Insert the tubes into their respective inlets of the device, and ensure that there are no bubbles along the tubing. With the fluidics now set up, mount the device onto an inverted phase contrast microscope for real time imaging during the cell sorting process. Secure a small waste beaker and two 15 milliliter tubes close to the device on the microscope stage.
Place the outlet tubing from both of the device's outlets into the waste beaker. Now, set the flow ratio for sample to sheath buffer to one to 10 by setting the flow rate of the sample syringe to 120 microliters per minute and the sheath syringe to 1, 200 microliters per minute. Run the device for one and a half minutes to give the flow rate a chance to stabilize.
Use a high speed camera to confirm the presence of inertially focused cells near the channel inner wall under bright field with phase contrast. Once steady state flow is achieved, and the device is running correctly, position the outlet tubes into different vials to collect separate eluents from the cell outlet and waste outlet. This device is able to correctly sort a labelled suspension of THP-1 monocytic cells from fluorescent silica nanoparticles.

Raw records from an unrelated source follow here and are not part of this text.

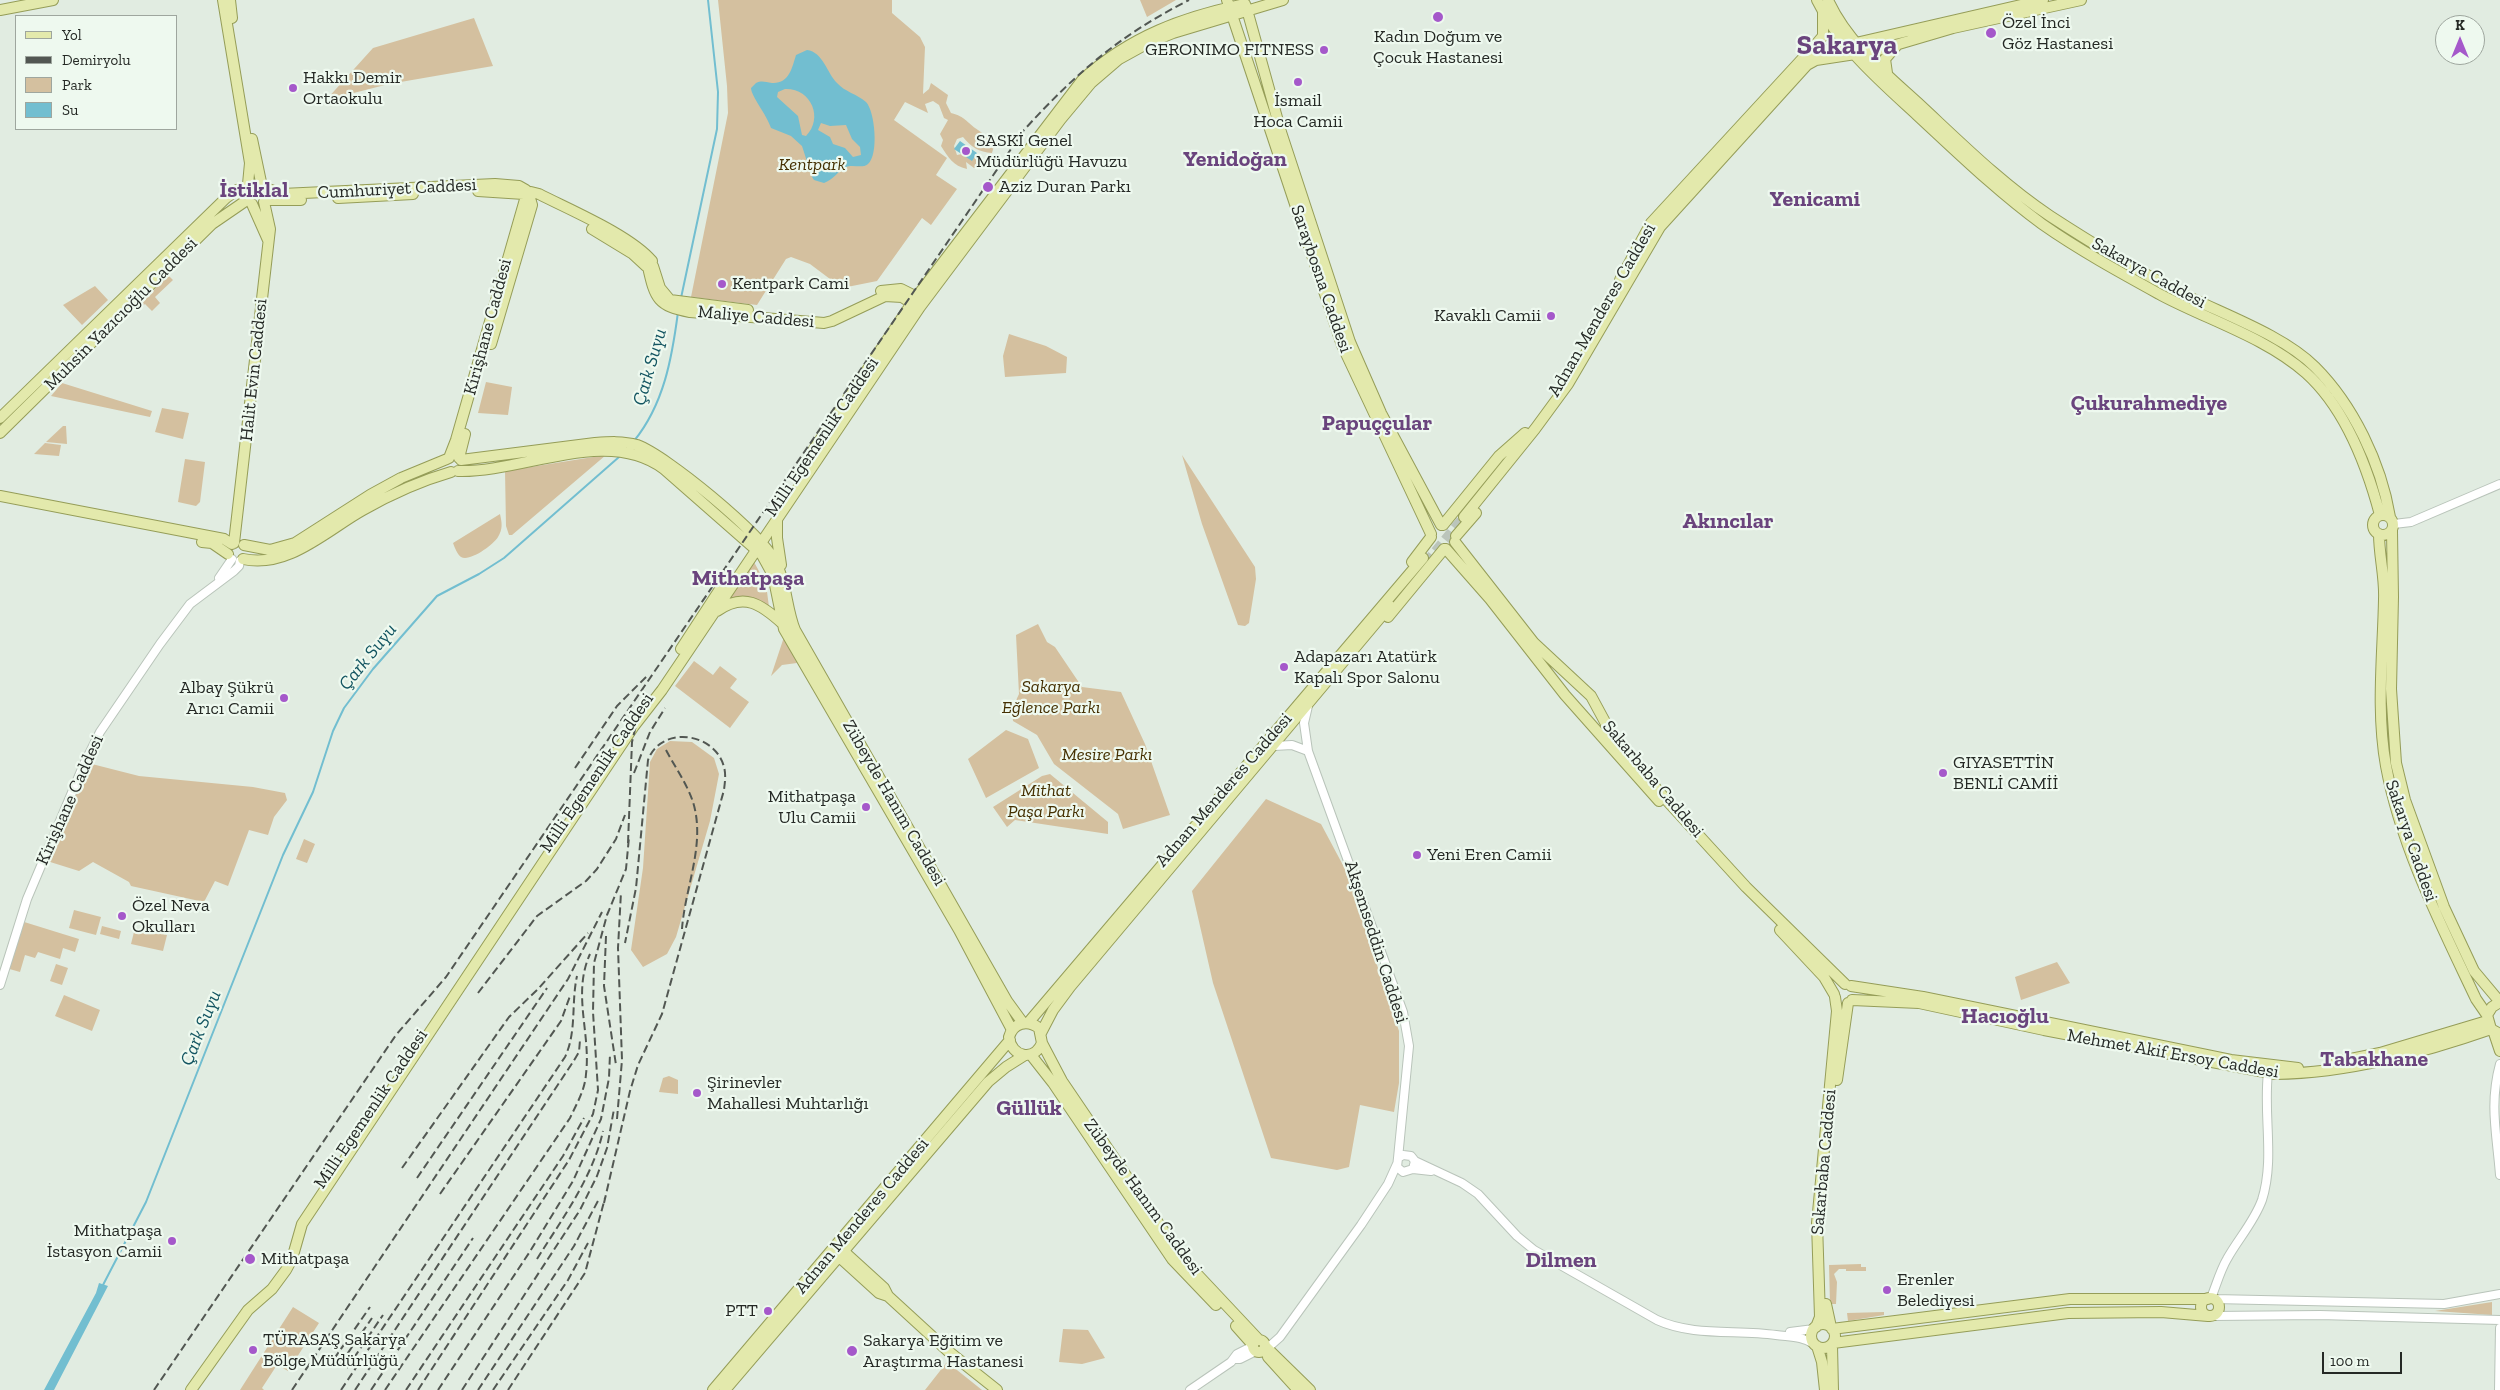 <!DOCTYPE html>
<meta charset="utf-8">
<style>
body{margin:0}
#map{position:relative;width:2500px;height:1390px;overflow:hidden;background:#e1ece1;font-family:"Zilla Slab",serif}
canvas{display:block}
.legend{position:absolute;left:15px;top:15px;width:162px;height:115px;box-sizing:border-box;background:#eef9ef;border:1px solid #9ea69e;margin:0;padding:6px 9px;list-style:none;font-size:15px;color:#252925}
.legend li{display:flex;align-items:center;gap:10px;height:25px}
.legend b{width:25px;border:1px solid #9ea69e}
.north{position:absolute;left:2435px;top:15px;width:50px;height:50px;box-sizing:border-box;background:#eef9ef;border:1px solid #9ea69e;border-radius:50%;rotate:0deg;font-size:14px;font-weight:700;line-height:20px;text-align:center;color:#252925}
.north::after{content:'';display:block;margin:auto;width:18px;height:22px;background:#a558ca;clip-path:polygon(50% 0,100% 100%,50% 72%,0 100%)}
.scale{position:absolute;left:2322px;top:1352px;width:80px;height:22px;box-sizing:border-box;border:2px solid #252925;border-top:0;padding-left:6px;font-size:15px;line-height:18px;white-space:nowrap;color:#252925;-webkit-text-stroke:4px #eef9ef;paint-order:stroke}
</style>
<div id="map">
<canvas width="2500" height="1390"></canvas>
<ul class="legend">
<li><b style="height:6px;background:#e3e9ac"></b>Yol</li>
<li><b style="height:6px;background:#525752"></b>Demiryolu</li>
<li><b style="height:14px;background:#d4c09f"></b>Park</li>
<li><b style="height:14px;background:#72bed0"></b>Su</li>
</ul>
<div class="north">K</div>
<div class="scale">100 m</div>
</div>
<script>
const ctx = document.querySelector('canvas').getContext('2d');
ctx.lineJoin = 'round';
function paint(path, color) {
  ctx.fillStyle = color;
  ctx.fill(path, 'evenodd');
}
function stroke(path, color, width, dash) {
  ctx.strokeStyle = color;
  ctx.lineWidth = width;
  ctx.lineCap = dash ? 'butt' : 'round';
  ctx.setLineDash(dash || []);
  ctx.stroke(path);
}
function drawText(font, color, halo, rows, align = 'center') {
  ctx.font = font + ' "Zilla Slab",serif';
  ctx.lineWidth = 4.5;
  ctx.setLineDash([]);
  ctx.textBaseline = 'middle';
  ctx.strokeStyle = halo;
  ctx.fillStyle = color;
  for (const [text, x, y, turn = 0] of rows) {
    ctx.save();
    ctx.translate(x, y);
    ctx.rotate((+turn || 0) * Math.PI / 180);
    ctx.textAlign = isNaN(turn) ? turn : align;
    if (halo) ctx.strokeText(text, 0, 0);
    ctx.fillText(text, 0, 0);
    ctx.restore();
  }
}
paint(new Path2D(`
 M718,0H892V13L920,37L925,47L923,94L929,89L931,83L948,95L946,103L951,113C966,117 966,122 978,130C986,136 990,136 994,146L992,153C979,152 971,147 963,137L957,139L954,146L957,155L967,153C974,156 979,159 979,167L974,168L966,162L967,169C953,166 948,157 941,146L943,140L940,134L948,120L944,118L939,105L933,101L925,104L928,113L905,102L894,120L947,158L936,175L957,189L931,225L922,218L877,281L842,288L810,264L791,257L786,259L757,305L691,297L728,113L727,86Z
 M1140,0H1176L1147,17Z
 M474,18L493,66L389,84L326,100L373,48Z
 M168,275L173,280L155,297L160,303L152,311L145,304L140,308L138,307Z
 M95,286L108,300L82,325L63,305Z
 M1009,334L1046,346L1067,357L1066,373L1005,377L1003,356Z
 M486,382L512,387L508,415L478,413Z
 M62,383L152,411L150,417L51,396Z
 M162,408L189,413L183,439L155,432Z
 M63,426H66L67,444L46,442Z
 M45,443L61,445L59,456L34,454Z
 M606,455L512,535H509L506,526L505,471Z
 M1182,455L1255,567L1256,579L1249,623L1245,626L1238,625L1202,524Z
 M185,459L205,462L200,502L196,506L178,502Z
 M500,514C502,523 503,529 498,537C493,545 470,562 461,557C457,554 455,548 453,543Z
 M754,562L766,584L769,607L754,599H730Z
 M1038,624L1047,642L1055,647L1082,687L1121,692L1145,744L1170,815L1123,829L1118,814L1054,764L1037,735L1013,721L1012,709L1019,694L1016,635Z
 M784,637L797,663L782,665L771,676Z
 M694,661L713,675L720,666L737,679L730,688L749,702L730,728L675,686Z
 M1006,730L1028,739L1039,768L986,798L968,759Z
 M670,741L692,742L714,758L719,774L710,821L676,937L667,954L643,967L631,950L643,868L650,762L657,749Z
 M88,763L139,776L253,787L285,793L287,800L274,817L268,835L249,830L228,886L215,881L204,902L131,886L129,882L93,862L79,871L47,861Z
 M1050,774L1108,822V834L1015,820L1007,827L993,807L1042,776Z
 M1266,799L1321,824L1345,869L1399,1031V1083L1394,1112L1360,1105L1349,1167L1337,1170L1271,1158L1213,983L1192,891Z
 M304,839L315,844L307,863L296,859Z
 M74,910L101,917L96,935L69,928Z
 M21,921L79,939L75,952L63,948L60,959L38,952L35,958L25,955L20,972L6,968Z
 M102,926L121,931L119,939L100,934Z
 M135,928L167,935L163,951L131,944Z
 M2057,962L2070,983L2021,1000L2015,977Z
 M56,964L68,968L62,985L50,981Z
 M64,995L100,1010L92,1031L55,1016Z
 M669,1076L678,1080V1094L659,1092L663,1078Z
 M1861,1264V1267H1866V1271H1846V1269H1839L1834,1274L1837,1282L1836,1304H1830L1829,1265Z
 M2492,1302V1315L2435,1311Z
 M293,1307L319,1323L288,1371L277,1365L262,1388L264,1390H240Z
 M1884,1312V1315L1848,1321L1847,1313Z
 M1063,1329L1088,1330L1105,1358L1082,1364L1059,1362Z
 M947,1362L982,1390H925Z`), '#d4c09f');
paint(new Path2D(`
 M807,50C823,52 827,73 837,83C845,92 857,94 866,102C875,111 879,155 868,164C862,169 853,164 846,167C838,171 833,180 824,183L814,180L812,177L802,146L791,136L771,128C767,115 751,96 751,88L756,83C762,80 765,82 772,83C789,84 792,68 796,55ZM785,89C811,88 824,118 806,136L802,135L798,116L777,97L778,92ZM821,123L830,126L846,125L852,139L860,147L861,155L853,157L845,148L833,144L830,137L818,130Z
 M960,141L977,153L972,161L954,149Z
 M99,1283L108,1286L54,1390H44L96,1293Z`), '#72bed0');
stroke(new Path2D(`
 M681,298L717,129L718,92L708,0
 M634,441C664,404 672,358 678,312
 M103,1285L146,1202L283,855L313,792L333,731L344,708L373,669L437,596L479,574L504,558L619,457`), '#72bed0', 2);
stroke(new Path2D(`
 M1426,563L1464,517`), '#bbc5bb', 10, [10, 5]);
const minor = new Path2D(`
 M2394,524L2411,522L2500,484
 M219,578L232,559
 M1308,706L1304,723L1308,751L1403,1012L1409,1046L1398,1158
 M1274,746L1292,745L1308,751
 M0,985L27,899L84,764L100,732L160,644L190,604L234,571L239,566L240,561
 M2500,1064C2489,1104 2497,1135 2500,1175
 M1415,1161L1462,1183L1478,1194L1517,1236L1534,1250L1657,1320C1694,1337 1737,1329 1776,1335C1790,1337 1802,1336 1814,1344
 M1413,1169L1415,1161L1411,1156L1403,1155L1398,1158L1397,1167L1403,1172L1413,1169L1431,1171
 M2211,1298C2216,1286 2220,1271 2227,1259C2238,1239 2254,1222 2262,1200C2275,1159 2263,1115 2268,1073
 M2214,1299L2444,1304L2500,1294
 M2213,1316L2320,1315L2500,1320
 M1790,1332L1814,1329
 M1266,1346L1271,1345L1280,1337L1361,1225L1388,1184L1397,1164
 M1234,1359H1240L1256,1351
 M1190,1390L1231,1362L1237,1354L1253,1346
 M2499,1390L2500,1328`);
const major = new Path2D(`
 M223,0L250,163L248,184
 M230,0L232,18
 M1227,0L1342,345L1431,534
 M1817,0C1840,47 1879,80 1917,115C1958,153 1997,191 2042,224C2079,250 2121,273 2161,295C2208,320 2265,337 2306,373C2345,408 2367,466 2380,515
 M1828,0C1847,42 1884,72 1918,103C1960,142 2002,184 2050,216C2090,242 2131,267 2173,289C2216,312 2281,333 2315,367C2353,405 2381,463 2390,517
 M1246,6L1281,132L1350,342L1381,413L1441,525
 M0,10L53,0
 M1807,55L1823,36V13
 M1887,73L1885,59L1897,45
 M252,139L261,182
 M268,189L282,194L495,184L519,186L526,190
 M478,191L524,194
 M531,192L539,194C570,210 630,235 652,261
 M338,198L413,194
 M265,200H301
 M252,204L268,240
 M592,229L633,254L646,266
 M653,266L660,288L670,300L748,310
 M648,267C655,299 658,306 690,312L824,323L832,321L885,296L902,297L916,306
 M1620,280L1651,223L1804,57L1834,48L2043,0
 M881,291L901,289L921,299
 M491,344L532,205L529,195
 M0,418L226,198L237,190L245,187
 M0,433L212,224L247,200
 M814,449L912,303L1083,79C1131,36 1183,17 1245,4
 M449,458L456,440L526,196
 M459,458L465,434
 M461,460L595,443C609,442 623,441 637,445C667,456 760,533 775,561C787,583 786,608 795,630L1007,1001L1023,1023
 M458,471C523,473 607,426 664,469L762,555L773,575L784,629L959,930L1012,1030
 M0,496L224,539L232,544
 M2373 525a10 10 0 1 1 20 0a10 10 0 1 1-20 0Z
 M777,517V538L781,565
 M1464,517L1535,429L1568,384L1660,227L1807,65L1816,60L1875,51L1953,28L2081,0
 M1443,525L1499,456L1525,433
 M2392,531L2393,597L2391,689L2396,763L2405,800L2444,907L2474,971L2500,1002
 M2379,534C2379,556 2385,577 2384,599C2383,654 2376,710 2386,766C2401,847 2441,925 2476,999L2487,1015
 M1456,536L1476,513
 M202,542L212,543L228,554
 M1455,542L1534,643L1591,696L1611,733L1660,793L1746,887L1845,984
 M234,543L270,229L264,202
 M244,545L270,550L295,543L370,495L401,478L447,459
 M1446,549L1490,599L1565,695L1659,801
 M243,559C288,569 327,530 363,510C391,494 420,481 451,472
 M1412,562L1431,537
 M717,611C744,592 761,604 783,624
 M1388,617L1444,549
 M681,649L722,586
 M1780,930L1824,977L1834,994
 M1851,986L1923,997L2231,1060L2298,1068
 M1852,1000L1919,1003L2044,1030L2275,1074C2348,1073 2422,1053 2491,1029
 M2500,1002L2492,1007L2487,1015L2491,1029L2500,1034
 M1028,1023L1423,558
 M2493,1030L2500,1051
 M1041,1033L1053,1010L1070,987L1390,606
 M1042,1043C1034,1062 1011,1057 1009,1037C1013,1023 1027,1019 1039,1028L1042,1043L1062,1081L1182,1258L1259,1340
 M1031,1055L1053,1083L1172,1259L1216,1305
 M2336,1062L2380,1053L2487,1021
 M1837,1080L1848,1003
 M840,1248L884,1288L888,1296
 M835,1253L879,1293L888,1296L948,1351L997,1390
 M2201 1307a9 9 0 1 1 18 0a9 9 0 1 1-18 0Z
 M1826,1304L1831,1327
 M1811 1336a12 12 0 1 1 24 0a12 12 0 1 1-24 0Z
 M1236,1326L1252,1344
 M1816,1327L1820,1317L1817,1223L1837,1011L1835,997
 M1832,1329L2070,1299H2208
 M1253 1346a6 6 0 1 1 12 0a6 6 0 1 1-12 0Z
 M1833,1343L2068,1313L2161,1312L2208,1316
 M1832,1345L1833,1390
 M1817,1346L1822,1362L1825,1390
 M1266,1347L1310,1390
 M1268,1357L1298,1390
 M191,1390L248,1310L272,1289L286,1270L292,1259L302,1224L634,726L662,690L920,307L1061,119L1091,83L1119,59L1148,43L1173,33L1283,0
 M713,1390L1010,1040
 M725,1390L988,1082L1006,1067L1025,1055`);
stroke(minor, '#b9c4ba', 10);
stroke(major, '#959d58', 12);
stroke(minor, '#fff', 8);
stroke(major, '#e3e9ac', 10);
stroke(new Path2D(`
 M666,750C675,767 687,784 693,802C706,844 685,887 682,929
 M575,768L617,706L647,676
 M634,773L650,732L665,708
 M628,843L632,742L642,700
 M606,936L604,986L616,1065
 M478,993L537,916L586,881L597,869L616,839L625,815
 M617,1119L622,1060L618,948L621,892
 M402,1168L509,1017L538,989L588,933
 M417,1178L547,988
 M440,1194L561,1021L570,996
 M604,1203L630,1091L638,1065L662,1014L724,790C725,782 726,774 724,767C715,732 661,725 648,760L636,888L625,943
 M537,1259C562,1219 593,1177 603,1131
 M334,1359L370,1307
 M341,1363L372,1318
 M347,1368L383,1315
 M154,1390L396,1035L446,977L1024,130C1076,73 1120,35 1189,0
 M292,1390L568,979L602,912
 M341,1390L565,1057C577,1031 571,1003 577,976
 M355,1390L573,1062L579,1052L580,1040
 M371,1390L473,1238
 M385,1390L570,1118C577,1103 585,1090 586,1074C591,1033 572,994 590,954
 M406,1390L563,1156L584,1118
 M418,1390L569,1160L593,1114L598,1090L593,1012L594,963L607,915L626,869L629,837
 M438,1390L529,1253L573,1181L601,1119L609,1078L610,1054
 M462,1390L580,1210L597,1176L607,1148L614,1109
 M478,1390L574,1246L599,1199
 M493,1390L568,1280L588,1243
 M508,1390L585,1273L605,1198`), '#525752', 2, [8, 4]);
for (const [x, y, r, color] of [
 [1438,17,6,"#a558ca"],
 [1991,33,6,"#a558ca"],
 [1324,50,5,"#a558ca"],
 [1298,82,5,"#a558ca"],
 [293,88,5,"#a558ca"],
 [966,151,5,"#a558ca"],
 [988,187,6,"#a558ca"],
 [722,284,5,"#a558ca"],
 [1551,316,5,"#a558ca"],
 [1284,667,5,"#a558ca"],
 [284,698,5,"#a558ca"],
 [1943,773,5,"#a558ca"],
 [866,807,5,"#a558ca"],
 [1417,855,5,"#a558ca"],
 [122,916,5,"#a558ca"],
 [697,1093,5,"#a558ca"],
 [172,1241,5,"#a558ca"],
 [250,1259,6,"#a558ca"],
 [1887,1290,5,"#a558ca"],
 [768,1311,5,"#a558ca"],
 [253,1350,5,"#a558ca"],
 [852,1351,6,"#a558ca"]
]) {
  const dot = new Path2D();
  dot.arc(x, y, r, 0, 2 * Math.PI);
  ctx.fillStyle = color;
  ctx.fill(dot);
  stroke(dot, '#eef9ef', 2);
}
drawText('18px', '#252925', '#eef9ef', [
 ["Özel İnci",2002,23],
 ["Göz Hastanesi",2002,44],
 ["Kadın Doğum ve",1438,37,"center"],
 ["Çocuk Hastanesi",1438,58,"center"],
 ["GERONIMO FITNESS",1314,50,"right"],
 ["Hakkı Demir",303,78],
 ["Ortaokulu",303,99],
 ["İsmail",1298,101,"center"],
 ["Hoca Camii",1298,122,"center"],
 ["SASKİ Genel",976,141],
 ["Müdürlüğü Havuzu",976,162],
 ["Aziz Duran Parkı",999,187],
 ["Kentpark Cami",732,284],
 ["Kavaklı Camii",1541,316,"right"],
 ["Adapazarı Atatürk",1294,657],
 ["Kapalı Spor Salonu",1294,678],
 ["Albay Şükrü",274,688,"right"],
 ["Arıcı Camii",274,709,"right"],
 ["GIYASETTİN",1953,763],
 ["BENLİ CAMİİ",1953,784],
 ["Mithatpaşa",856,797,"right"],
 ["Ulu Camii",856,818,"right"],
 ["Yeni Eren Camii",1427,855],
 ["Özel Neva",132,906],
 ["Okulları",132,927],
 ["Şirinevler",707,1083],
 ["Mahallesi Muhtarlığı",707,1104],
 ["Mithatpaşa",162,1231,"right"],
 ["İstasyon Camii",162,1252,"right"],
 ["Mithatpaşa",261,1259],
 ["Erenler",1897,1280],
 ["Belediyesi",1897,1301],
 ["PTT",758,1311,"right"],
 ["TÜRASAŞ Sakarya",263,1340],
 ["Bölge Müdürlüğü",263,1361],
 ["Sakarya Eğitim ve",863,1341],
 ["Araştırma Hastanesi",863,1362]
], 'left');
drawText('italic 18px', '#453002', '#eef9ef', [
 ["Kentpark",812,165],
 ["Sakarya",1051,687],
 ["Eğlence Parkı",1051,708],
 ["Mesire Parkı",1107,755],
 ["Mithat",1046,791],
 ["Paşa Parkı",1046,812]
]);
drawText('18px', '#252925', '#eef9ef', [
 ["Cumhuriyet Caddesi",397,189,-3],
 ["Sakarya Caddesi",2149,273,29],
 ["Saraybosna Caddesi",1321,279,71],
 ["Adnan Menderes Caddesi",1602,310,-60],
 ["Muhsin Yazıcıoğlu Caddesi",121,314,-45],
 ["Maliye Caddesi",756,317,5],
 ["Kirişhane Caddesi",488,327,-75],
 ["Halit Evin Caddesi",254,370,-84],
 ["Milli Egemenlik Caddesi",822,437,-56],
 ["Milli Egemenlik Caddesi",597,773,-56],
 ["Sakarbaba Caddesi",1653,779,50],
 ["Adnan Menderes Caddesi",1224,790,-49],
 ["Kirişhane Caddesi",70,800,-66],
 ["Zübeyde Hanım Caddesi",894,803,60],
 ["Sakarya Caddesi",2411,841,71],
 ["Akşemseddin Caddesi",1376,942,72],
 ["Mehmet Akif Ersoy Caddesi",2173,1054,10],
 ["Milli Egemenlik Caddesi",371,1109,-56],
 ["Sakarbaba Caddesi",1824,1162,-85],
 ["Zübeyde Hanım Caddesi",1143,1197,54],
 ["Adnan Menderes Caddesi",862,1216,-50]
]);
drawText('italic 19px', '#135561', '#eef9ef', [
 ["Çark Suyu",650,367,-74],
 ["Çark Suyu",368,657,-51],
 ["Çark Suyu",201,1028,-68]
]);
drawText('bold 22px', '#6a447d', '#eef9ef', [
 ["Yenidoğan",1235,160],
 ["İstiklal",254,191],
 ["Yenicami",1815,200],
 ["Çukurahmediye",2149,404],
 ["Papuççular",1377,424],
 ["Akıncılar",1728,522],
 ["Mithatpaşa",748,579],
 ["Hacıoğlu",2005,1017],
 ["Tabakhane",2374,1060],
 ["Güllük",1029,1109],
 ["Dilmen",1561,1261]
]);
drawText('bold 28px', '#6a447d', '#eef9ef', [
 ["Sakarya",1847,46]
]);
</script>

High separation efficiencies were obtained as confirmed by both high speed imaging and flow cytometry analysis. The single step purification strategy enables continuous recovery of a labelled suspension and adherent cells that are suspended in fresh buffer solution without the need for centrifugation. The device is capable of high efficiency separation with both silica and PLGA nanoparticles and can separate up to 10 million cells per milliliter with the same high efficiency.
After watching this video, you should have a good understanding of how to label cells with nanoparticles. And how to purify the labelled cells by removing excess unbound particles using our specialized microfluidic device.